Instead, the exporter group, which accounts for a third of global oil supplies, let prices slide to 12-year lows, piling pressure on U.S. producers, many of whom rely on expensive advanced drilling methods to unlock oil and gas from shale rock formations.
Since then, the industry has shed hundreds of thousands of workers around the world as employers tightened their belts. About 250 North American drillers and oil field services companies have filed for bankruptcy, according to a count by law firm Haynes & Boone.
Drillers began steadily putting up new oil rigs last summer as prices stabilized above $40 a barrel, and later, above $50 after OPEC and other producers finally agreed to cut output. Lower costs and more efficient drilling methods have also contributed to a recovery in U.S. drilling.
U.S. energy companies are now adding employees, particularly in areas like Permian Basin in Texas and New Mexico, where crude can be drilled at relatively low costs.
Last week, LinkedIn reported hiring in the oil and energy sector among people on its platform was 30 percent higher in April than a year ago. Cities that have seen hiring rev up include Houston, Dallas, Oklahoma City, San Antonio and Pittsburgh, the data show.
Head count should remain on an upswing so long as oil prices stay where they are today — around $50 a barrel — said Guy Berger, an economist at LinkedIn.
Piper-Morgan, the Houston recruiter, reports it has done as much business in the first four months of this year as it did in all of 2016. Darroh said the firm believes the worst may be over.
“We’re pretty optimistic that we’ve seen the bottom and we’ll continue to grind upwards, barring any unforeseen precipitous drop in crude prices below $40,” he told CNBC. U.S. crude was changing hands at around $46 a barrel on Monday.
That tone of cautious optimism is prevalent throughout the industry, a survey of hiring managers by recruiting firm Airswift and online job board Energy Jobline suggests.
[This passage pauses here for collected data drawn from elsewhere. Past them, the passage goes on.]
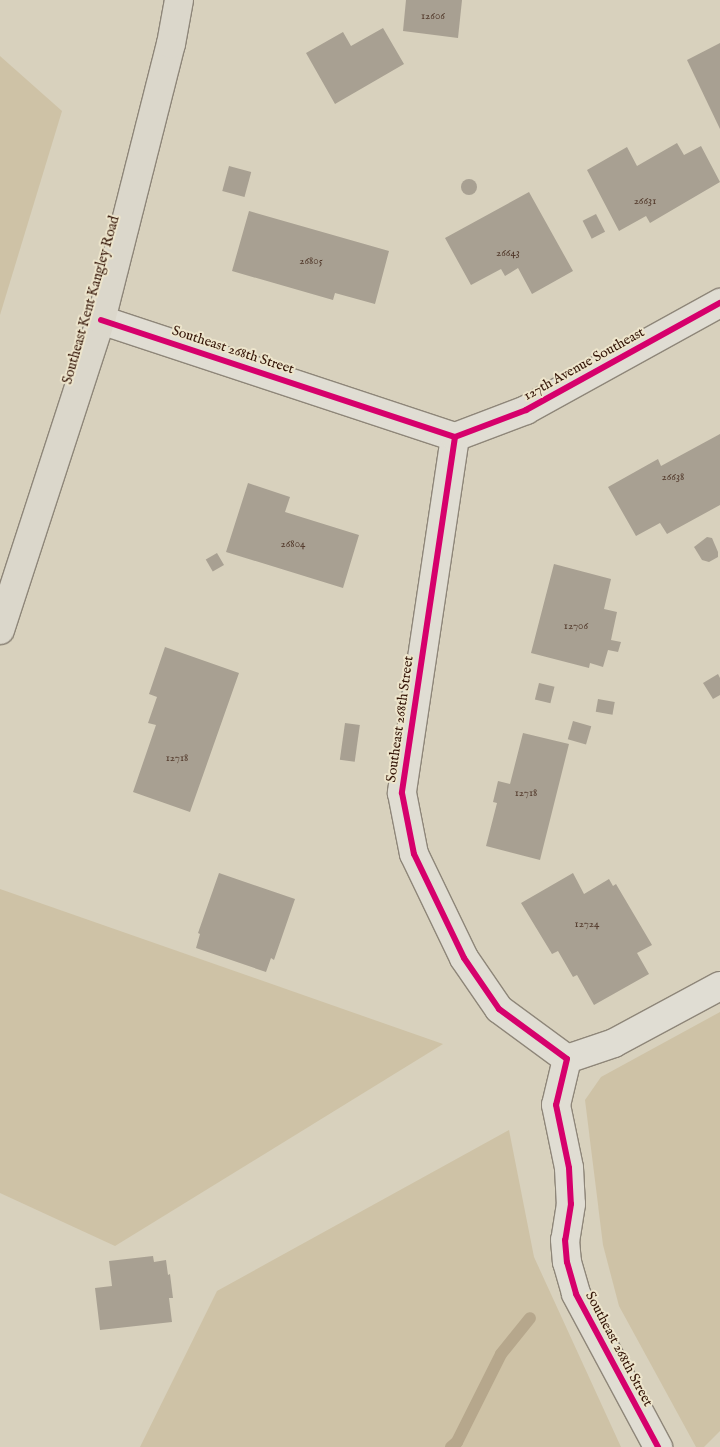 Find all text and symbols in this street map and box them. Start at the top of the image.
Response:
house number: 12606 [421,9,445,23]
house number: 26631 [634,194,656,208]
street label: Southeast Kent Kangley Road [59,214,123,386]
house number: 26643 [496,246,520,260]
house number: 26805 [299,254,323,268]
street label: Southeast 268th Street [170,322,296,378]
street label: 127th Avenue Southeast [521,324,647,404]
house number: 26638 [662,470,684,484]
house number: 26804 [281,537,305,551]
house number: 12706 [564,619,588,633]
street label: Southeast 268th Street [383,655,417,783]
house number: 12718 [166,751,188,765]
house number: 12718 [515,786,537,800]
house number: 12724 [575,917,599,931]
street label: Southeast 268th Street [582,1289,656,1409]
Less than one-third of energy hiring managers anticipate the industry will recover in the next 12 months, while 44 percent of workers expect a rebound in that time.
The prospects for a stable recovery became clouded last week, as oil prices posted a third straight weekly loss, dropping on Thursday to levels not seen since before OPEC agreed to cut production last November. U.S. crude futures extended those losses in overnight trading on Friday, dropping as low as $43.76 a barrel in a sort of “flash crash.”
Analysts told CNBC the sell-off was fueled by computerized trading and forced selling as oil futures crashed through a number of technical levels. Thursday’s lows likely represent a near-term bottom, they say.
Still, some drillers will find their profit margins coming under pressure if crude prices trade around $45 a barrel, said Tom Kloza, global head of energy analysis at Oil Price Information Service.